Collected data
■ ■ ■ ■

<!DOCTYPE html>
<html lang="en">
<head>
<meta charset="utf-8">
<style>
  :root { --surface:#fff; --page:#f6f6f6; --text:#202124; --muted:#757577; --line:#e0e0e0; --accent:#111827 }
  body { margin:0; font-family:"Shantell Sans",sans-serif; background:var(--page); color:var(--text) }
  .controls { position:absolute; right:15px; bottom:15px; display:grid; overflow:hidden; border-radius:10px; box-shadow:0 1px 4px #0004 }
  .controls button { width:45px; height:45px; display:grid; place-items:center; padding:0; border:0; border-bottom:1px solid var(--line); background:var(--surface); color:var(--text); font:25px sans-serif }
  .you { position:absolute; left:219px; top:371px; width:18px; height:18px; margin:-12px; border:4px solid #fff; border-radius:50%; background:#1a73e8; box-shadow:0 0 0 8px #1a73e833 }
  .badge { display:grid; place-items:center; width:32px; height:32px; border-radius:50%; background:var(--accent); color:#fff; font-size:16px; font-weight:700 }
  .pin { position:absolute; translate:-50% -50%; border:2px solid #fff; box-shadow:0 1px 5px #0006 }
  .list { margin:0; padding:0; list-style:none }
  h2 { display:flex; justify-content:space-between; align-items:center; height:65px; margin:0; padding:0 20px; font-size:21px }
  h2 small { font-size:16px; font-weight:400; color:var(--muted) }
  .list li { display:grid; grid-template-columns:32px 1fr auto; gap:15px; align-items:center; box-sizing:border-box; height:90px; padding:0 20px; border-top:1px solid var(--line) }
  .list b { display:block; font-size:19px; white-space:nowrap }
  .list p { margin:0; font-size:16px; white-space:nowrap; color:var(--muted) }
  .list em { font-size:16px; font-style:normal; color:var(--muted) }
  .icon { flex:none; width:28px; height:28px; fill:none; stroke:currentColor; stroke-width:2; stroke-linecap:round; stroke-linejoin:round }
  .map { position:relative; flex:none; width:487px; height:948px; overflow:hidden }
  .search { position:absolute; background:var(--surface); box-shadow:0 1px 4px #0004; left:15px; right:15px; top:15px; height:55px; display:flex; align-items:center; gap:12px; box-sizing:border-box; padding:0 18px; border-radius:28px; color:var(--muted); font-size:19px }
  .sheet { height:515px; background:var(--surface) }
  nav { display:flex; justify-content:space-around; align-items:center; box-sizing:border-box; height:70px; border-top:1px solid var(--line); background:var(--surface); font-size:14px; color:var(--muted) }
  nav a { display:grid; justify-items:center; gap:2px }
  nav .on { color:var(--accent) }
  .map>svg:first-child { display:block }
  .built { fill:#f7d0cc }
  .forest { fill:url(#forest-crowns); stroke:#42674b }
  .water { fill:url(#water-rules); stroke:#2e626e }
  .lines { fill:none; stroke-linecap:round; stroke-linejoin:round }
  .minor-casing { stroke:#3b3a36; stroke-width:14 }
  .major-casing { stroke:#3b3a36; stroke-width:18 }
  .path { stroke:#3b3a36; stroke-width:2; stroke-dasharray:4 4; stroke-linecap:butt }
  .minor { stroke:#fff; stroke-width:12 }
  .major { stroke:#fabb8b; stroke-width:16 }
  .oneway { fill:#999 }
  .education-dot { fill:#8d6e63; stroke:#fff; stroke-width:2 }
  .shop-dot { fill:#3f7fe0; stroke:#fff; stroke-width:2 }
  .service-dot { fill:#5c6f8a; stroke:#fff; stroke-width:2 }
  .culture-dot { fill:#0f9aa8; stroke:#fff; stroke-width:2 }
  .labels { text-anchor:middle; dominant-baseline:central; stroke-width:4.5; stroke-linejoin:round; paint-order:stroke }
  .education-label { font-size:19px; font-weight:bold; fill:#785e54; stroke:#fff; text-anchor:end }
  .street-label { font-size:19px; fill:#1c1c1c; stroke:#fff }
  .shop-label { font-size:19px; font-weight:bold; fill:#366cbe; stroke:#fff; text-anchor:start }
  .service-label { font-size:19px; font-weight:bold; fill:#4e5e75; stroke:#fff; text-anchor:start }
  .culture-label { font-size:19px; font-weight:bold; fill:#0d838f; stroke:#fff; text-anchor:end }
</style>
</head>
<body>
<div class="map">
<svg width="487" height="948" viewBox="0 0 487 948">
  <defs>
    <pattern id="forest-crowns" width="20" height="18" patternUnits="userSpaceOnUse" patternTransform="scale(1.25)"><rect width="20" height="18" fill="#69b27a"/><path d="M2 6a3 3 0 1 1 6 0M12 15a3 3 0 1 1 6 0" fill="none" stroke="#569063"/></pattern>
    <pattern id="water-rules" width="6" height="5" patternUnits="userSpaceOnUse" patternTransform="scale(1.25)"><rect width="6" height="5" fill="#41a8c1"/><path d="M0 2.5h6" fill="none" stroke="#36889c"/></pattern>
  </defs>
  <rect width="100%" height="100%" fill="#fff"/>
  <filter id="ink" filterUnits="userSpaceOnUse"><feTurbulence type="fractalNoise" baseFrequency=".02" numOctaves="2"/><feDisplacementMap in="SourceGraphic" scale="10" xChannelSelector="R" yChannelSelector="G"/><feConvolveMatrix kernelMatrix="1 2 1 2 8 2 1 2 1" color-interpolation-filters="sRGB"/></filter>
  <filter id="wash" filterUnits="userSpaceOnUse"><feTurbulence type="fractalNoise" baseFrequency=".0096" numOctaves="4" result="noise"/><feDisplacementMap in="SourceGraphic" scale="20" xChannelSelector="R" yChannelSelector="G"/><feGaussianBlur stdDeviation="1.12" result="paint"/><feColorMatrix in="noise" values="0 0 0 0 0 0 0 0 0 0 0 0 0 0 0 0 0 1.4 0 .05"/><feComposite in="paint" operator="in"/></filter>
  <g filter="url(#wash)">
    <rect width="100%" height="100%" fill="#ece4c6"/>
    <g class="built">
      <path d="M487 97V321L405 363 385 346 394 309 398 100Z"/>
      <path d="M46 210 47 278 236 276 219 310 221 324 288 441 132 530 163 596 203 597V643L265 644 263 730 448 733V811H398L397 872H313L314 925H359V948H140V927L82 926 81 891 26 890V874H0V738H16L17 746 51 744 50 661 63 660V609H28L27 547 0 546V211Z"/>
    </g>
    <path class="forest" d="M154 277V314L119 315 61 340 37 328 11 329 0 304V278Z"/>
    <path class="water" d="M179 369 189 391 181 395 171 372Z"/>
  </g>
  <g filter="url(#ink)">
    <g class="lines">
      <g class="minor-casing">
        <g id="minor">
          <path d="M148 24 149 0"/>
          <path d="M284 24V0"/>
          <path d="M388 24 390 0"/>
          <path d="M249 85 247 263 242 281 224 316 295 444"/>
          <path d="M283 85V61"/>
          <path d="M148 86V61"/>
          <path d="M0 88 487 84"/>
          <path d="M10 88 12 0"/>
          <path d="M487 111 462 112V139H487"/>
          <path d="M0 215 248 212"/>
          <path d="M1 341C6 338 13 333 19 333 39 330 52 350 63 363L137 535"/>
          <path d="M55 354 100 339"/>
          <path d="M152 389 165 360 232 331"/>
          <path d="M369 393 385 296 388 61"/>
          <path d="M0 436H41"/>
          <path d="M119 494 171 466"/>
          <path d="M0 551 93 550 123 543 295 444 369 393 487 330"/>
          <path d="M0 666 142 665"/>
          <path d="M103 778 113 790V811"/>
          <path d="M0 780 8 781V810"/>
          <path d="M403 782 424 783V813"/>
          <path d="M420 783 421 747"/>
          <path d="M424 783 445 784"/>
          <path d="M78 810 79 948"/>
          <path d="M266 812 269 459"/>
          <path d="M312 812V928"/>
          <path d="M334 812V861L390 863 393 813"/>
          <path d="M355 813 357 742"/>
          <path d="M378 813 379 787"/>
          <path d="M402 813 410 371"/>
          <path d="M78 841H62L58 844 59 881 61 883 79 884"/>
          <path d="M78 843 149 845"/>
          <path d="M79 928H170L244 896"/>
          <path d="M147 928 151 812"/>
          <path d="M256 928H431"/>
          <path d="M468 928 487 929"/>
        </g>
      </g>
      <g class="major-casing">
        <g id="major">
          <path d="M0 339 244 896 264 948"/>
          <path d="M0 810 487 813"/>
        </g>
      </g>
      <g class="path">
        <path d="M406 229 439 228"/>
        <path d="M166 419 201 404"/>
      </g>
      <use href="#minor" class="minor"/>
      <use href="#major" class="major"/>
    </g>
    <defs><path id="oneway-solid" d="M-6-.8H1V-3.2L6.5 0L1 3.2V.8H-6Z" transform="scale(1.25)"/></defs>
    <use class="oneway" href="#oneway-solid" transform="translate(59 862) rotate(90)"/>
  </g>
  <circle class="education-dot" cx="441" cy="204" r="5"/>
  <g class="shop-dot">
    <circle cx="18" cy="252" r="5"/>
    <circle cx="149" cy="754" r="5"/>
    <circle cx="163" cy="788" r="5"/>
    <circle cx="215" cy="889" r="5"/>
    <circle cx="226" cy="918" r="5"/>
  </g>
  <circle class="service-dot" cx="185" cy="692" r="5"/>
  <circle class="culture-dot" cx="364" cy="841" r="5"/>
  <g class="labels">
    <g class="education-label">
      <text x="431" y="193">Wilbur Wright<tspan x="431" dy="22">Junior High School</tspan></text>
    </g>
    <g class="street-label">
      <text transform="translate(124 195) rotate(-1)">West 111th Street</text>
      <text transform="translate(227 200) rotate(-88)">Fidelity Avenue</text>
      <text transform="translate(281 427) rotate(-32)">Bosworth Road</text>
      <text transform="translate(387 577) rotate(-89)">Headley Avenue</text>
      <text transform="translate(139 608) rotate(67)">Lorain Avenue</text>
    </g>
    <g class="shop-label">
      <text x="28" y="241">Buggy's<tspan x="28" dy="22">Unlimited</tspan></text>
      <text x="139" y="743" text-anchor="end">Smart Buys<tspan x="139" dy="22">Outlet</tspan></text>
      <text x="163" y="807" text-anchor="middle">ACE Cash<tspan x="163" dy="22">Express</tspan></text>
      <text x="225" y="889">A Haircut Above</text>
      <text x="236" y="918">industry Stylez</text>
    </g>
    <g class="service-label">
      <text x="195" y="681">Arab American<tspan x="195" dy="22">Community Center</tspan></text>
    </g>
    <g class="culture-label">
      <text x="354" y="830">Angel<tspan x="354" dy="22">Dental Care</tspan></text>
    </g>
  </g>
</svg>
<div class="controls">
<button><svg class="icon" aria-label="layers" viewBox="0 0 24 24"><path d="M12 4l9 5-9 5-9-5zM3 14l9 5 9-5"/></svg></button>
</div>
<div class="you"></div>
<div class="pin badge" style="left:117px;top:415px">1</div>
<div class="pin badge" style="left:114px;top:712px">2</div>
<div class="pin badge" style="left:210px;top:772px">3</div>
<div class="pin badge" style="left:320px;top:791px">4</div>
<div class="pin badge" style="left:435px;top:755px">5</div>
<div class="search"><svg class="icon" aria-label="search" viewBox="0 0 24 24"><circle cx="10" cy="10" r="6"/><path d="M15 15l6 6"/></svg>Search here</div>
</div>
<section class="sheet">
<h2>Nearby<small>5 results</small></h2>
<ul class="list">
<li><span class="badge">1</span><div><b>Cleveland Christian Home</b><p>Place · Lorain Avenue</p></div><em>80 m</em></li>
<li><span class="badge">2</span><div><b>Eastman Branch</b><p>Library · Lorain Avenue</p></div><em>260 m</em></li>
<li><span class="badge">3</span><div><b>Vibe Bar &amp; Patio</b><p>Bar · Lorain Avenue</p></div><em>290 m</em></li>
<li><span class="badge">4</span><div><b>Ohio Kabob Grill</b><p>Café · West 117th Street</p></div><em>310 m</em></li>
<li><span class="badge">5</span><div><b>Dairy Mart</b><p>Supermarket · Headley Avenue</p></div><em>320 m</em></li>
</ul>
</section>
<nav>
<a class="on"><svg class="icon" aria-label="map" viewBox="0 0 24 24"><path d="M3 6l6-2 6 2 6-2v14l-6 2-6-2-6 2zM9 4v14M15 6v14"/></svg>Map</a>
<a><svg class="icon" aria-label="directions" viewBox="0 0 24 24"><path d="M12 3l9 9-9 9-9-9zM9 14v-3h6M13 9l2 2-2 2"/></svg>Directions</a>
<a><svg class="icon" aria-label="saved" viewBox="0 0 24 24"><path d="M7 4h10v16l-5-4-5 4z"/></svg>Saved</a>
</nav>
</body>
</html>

■ ■ ■ ■

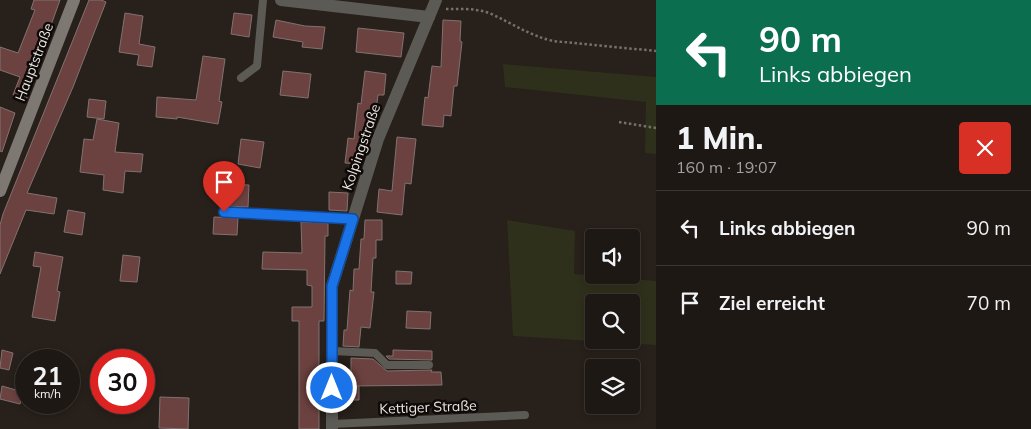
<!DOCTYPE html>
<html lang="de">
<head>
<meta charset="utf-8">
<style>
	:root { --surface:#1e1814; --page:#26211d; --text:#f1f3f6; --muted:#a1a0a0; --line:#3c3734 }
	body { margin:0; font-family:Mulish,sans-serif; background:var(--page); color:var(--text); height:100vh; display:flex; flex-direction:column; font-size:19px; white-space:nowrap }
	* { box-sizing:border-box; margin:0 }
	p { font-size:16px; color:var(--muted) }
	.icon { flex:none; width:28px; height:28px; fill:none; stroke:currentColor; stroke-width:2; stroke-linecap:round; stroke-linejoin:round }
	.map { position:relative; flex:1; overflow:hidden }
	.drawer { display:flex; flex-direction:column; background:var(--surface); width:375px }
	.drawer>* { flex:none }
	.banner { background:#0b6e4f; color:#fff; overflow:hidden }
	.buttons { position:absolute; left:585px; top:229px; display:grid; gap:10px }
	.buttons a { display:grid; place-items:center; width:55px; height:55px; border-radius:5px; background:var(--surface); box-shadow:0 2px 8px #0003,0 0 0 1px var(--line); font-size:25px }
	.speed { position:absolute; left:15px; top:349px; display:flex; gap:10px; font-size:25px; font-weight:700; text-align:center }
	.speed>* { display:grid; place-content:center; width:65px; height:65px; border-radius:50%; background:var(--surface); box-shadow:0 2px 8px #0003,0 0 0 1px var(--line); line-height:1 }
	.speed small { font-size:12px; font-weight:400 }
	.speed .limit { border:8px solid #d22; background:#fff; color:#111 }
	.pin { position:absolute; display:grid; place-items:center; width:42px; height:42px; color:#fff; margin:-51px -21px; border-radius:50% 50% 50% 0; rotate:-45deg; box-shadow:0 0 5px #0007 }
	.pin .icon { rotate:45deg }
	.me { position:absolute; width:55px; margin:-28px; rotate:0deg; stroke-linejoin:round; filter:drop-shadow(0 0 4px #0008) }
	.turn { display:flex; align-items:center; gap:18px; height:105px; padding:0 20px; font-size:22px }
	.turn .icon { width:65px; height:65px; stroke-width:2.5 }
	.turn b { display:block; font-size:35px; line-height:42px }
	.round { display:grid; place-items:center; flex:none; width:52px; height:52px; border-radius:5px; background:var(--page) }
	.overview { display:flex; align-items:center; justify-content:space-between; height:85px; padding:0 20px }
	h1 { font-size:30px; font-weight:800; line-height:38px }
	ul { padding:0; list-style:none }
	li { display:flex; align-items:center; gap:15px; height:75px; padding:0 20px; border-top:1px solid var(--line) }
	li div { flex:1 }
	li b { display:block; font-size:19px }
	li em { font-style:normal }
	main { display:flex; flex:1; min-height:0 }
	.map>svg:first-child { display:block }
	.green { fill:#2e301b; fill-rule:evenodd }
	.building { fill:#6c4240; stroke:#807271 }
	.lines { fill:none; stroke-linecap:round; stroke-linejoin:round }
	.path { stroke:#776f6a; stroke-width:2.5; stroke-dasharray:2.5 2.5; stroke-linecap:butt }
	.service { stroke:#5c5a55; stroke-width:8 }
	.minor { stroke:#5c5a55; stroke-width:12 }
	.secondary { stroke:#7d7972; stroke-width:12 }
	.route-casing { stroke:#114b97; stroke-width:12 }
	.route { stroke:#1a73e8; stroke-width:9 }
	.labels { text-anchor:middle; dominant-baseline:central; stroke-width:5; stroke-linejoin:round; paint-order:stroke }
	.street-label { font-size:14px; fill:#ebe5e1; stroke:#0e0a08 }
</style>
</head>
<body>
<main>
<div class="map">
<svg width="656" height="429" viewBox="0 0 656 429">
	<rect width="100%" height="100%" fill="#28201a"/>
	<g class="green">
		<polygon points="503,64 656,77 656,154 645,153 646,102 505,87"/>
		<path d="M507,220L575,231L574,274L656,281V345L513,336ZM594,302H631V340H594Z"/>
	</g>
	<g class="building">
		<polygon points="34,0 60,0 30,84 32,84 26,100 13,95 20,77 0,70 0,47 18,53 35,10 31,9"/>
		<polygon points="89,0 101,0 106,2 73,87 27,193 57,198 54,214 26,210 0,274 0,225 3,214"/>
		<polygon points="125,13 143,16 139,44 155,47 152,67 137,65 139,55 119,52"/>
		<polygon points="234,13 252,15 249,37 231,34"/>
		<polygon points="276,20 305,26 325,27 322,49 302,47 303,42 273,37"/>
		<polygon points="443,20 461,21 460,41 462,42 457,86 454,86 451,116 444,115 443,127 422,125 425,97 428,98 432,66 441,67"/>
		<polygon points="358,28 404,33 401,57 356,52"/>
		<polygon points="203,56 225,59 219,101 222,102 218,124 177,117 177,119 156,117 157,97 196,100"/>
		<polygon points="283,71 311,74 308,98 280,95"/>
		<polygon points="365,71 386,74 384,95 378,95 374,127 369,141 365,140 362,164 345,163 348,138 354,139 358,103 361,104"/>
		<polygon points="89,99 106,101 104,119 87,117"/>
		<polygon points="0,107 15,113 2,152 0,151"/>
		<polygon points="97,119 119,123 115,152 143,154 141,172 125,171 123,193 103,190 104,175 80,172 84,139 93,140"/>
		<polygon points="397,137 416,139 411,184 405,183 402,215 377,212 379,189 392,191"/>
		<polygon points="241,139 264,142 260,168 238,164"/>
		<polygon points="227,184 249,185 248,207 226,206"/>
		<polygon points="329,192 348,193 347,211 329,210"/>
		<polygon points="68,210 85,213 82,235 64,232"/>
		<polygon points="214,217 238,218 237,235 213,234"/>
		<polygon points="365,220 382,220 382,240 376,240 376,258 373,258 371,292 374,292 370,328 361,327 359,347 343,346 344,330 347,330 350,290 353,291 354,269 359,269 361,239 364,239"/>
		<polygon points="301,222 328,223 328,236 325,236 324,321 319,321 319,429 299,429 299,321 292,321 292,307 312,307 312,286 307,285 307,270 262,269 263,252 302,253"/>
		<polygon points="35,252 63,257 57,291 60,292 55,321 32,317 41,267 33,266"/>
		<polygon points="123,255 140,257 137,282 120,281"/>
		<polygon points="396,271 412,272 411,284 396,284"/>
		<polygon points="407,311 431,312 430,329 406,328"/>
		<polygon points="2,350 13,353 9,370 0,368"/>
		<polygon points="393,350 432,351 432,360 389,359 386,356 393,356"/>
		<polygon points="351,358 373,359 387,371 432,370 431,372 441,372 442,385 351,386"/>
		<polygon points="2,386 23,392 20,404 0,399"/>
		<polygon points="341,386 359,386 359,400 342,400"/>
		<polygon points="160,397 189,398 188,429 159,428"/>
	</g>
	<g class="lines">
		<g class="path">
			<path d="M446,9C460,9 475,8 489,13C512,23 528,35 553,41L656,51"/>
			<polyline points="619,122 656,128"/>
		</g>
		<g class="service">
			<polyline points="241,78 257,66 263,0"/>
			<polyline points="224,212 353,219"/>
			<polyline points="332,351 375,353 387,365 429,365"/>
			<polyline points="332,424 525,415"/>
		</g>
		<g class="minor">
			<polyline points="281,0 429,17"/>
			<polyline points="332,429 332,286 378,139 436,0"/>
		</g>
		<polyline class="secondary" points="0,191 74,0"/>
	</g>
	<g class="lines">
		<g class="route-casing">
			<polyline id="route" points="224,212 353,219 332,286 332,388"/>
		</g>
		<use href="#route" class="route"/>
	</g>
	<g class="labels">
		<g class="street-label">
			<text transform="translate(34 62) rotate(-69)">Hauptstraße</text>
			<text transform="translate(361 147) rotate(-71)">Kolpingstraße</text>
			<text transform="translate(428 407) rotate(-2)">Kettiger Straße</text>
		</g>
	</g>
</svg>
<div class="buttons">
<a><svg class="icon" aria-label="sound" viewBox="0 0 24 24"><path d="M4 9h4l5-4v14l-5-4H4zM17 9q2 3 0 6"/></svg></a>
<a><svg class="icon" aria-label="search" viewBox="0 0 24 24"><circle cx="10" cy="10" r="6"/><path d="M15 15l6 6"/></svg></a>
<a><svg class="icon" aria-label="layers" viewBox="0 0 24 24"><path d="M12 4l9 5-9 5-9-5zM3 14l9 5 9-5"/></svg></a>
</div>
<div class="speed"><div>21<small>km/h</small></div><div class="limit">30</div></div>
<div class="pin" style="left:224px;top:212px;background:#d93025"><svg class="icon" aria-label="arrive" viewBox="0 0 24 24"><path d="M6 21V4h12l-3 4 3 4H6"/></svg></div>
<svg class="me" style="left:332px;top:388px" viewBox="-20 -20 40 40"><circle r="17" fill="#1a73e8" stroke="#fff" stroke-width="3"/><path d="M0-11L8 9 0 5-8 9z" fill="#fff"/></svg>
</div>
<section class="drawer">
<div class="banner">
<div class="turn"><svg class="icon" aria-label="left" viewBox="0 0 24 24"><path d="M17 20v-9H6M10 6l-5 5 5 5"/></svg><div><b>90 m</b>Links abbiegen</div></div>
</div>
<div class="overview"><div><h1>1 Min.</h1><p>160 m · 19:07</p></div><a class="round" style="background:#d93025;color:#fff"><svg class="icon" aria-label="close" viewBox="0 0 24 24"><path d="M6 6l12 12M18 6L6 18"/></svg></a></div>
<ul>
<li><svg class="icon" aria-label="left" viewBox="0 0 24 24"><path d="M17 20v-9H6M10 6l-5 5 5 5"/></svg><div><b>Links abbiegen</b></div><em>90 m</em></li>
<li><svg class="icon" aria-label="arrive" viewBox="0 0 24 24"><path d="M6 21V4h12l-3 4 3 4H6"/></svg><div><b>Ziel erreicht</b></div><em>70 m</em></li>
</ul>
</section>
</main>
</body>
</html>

■ ■ ■ ■

Copy out only the lines above from the one with "display:block; font-size:35px; line-height:42px" to the one with "stroke:#776f6a; stroke-width:2.5; stroke-dasharray:2.5", inclusive, exactly as they stand.

**ANSWER TO THE EXERCISE:**
	.turn b { display:block; font-size:35px; line-height:42px }
	.round { display:grid; place-items:center; flex:none; width:52px; height:52px; border-radius:5px; background:var(--page) }
	.overview { display:flex; align-items:center; justify-content:space-between; height:85px; padding:0 20px }
	h1 { font-size:30px; font-weight:800; line-height:38px }
	ul { padding:0; list-style:none }
	li { display:flex; align-items:center; gap:15px; height:75px; padding:0 20px; border-top:1px solid var(--line) }
	li div { flex:1 }
	li b { display:block; font-size:19px }
	li em { font-style:normal }
	main { display:flex; flex:1; min-height:0 }
	.map>svg:first-child { display:block }
	.green { fill:#2e301b; fill-rule:evenodd }
	.building { fill:#6c4240; stroke:#807271 }
	.lines { fill:none; stroke-linecap:round; stroke-linejoin:round }
	.path { stroke:#776f6a; stroke-width:2.5; stroke-dasharray:2.5 2.5; stroke-linecap:butt }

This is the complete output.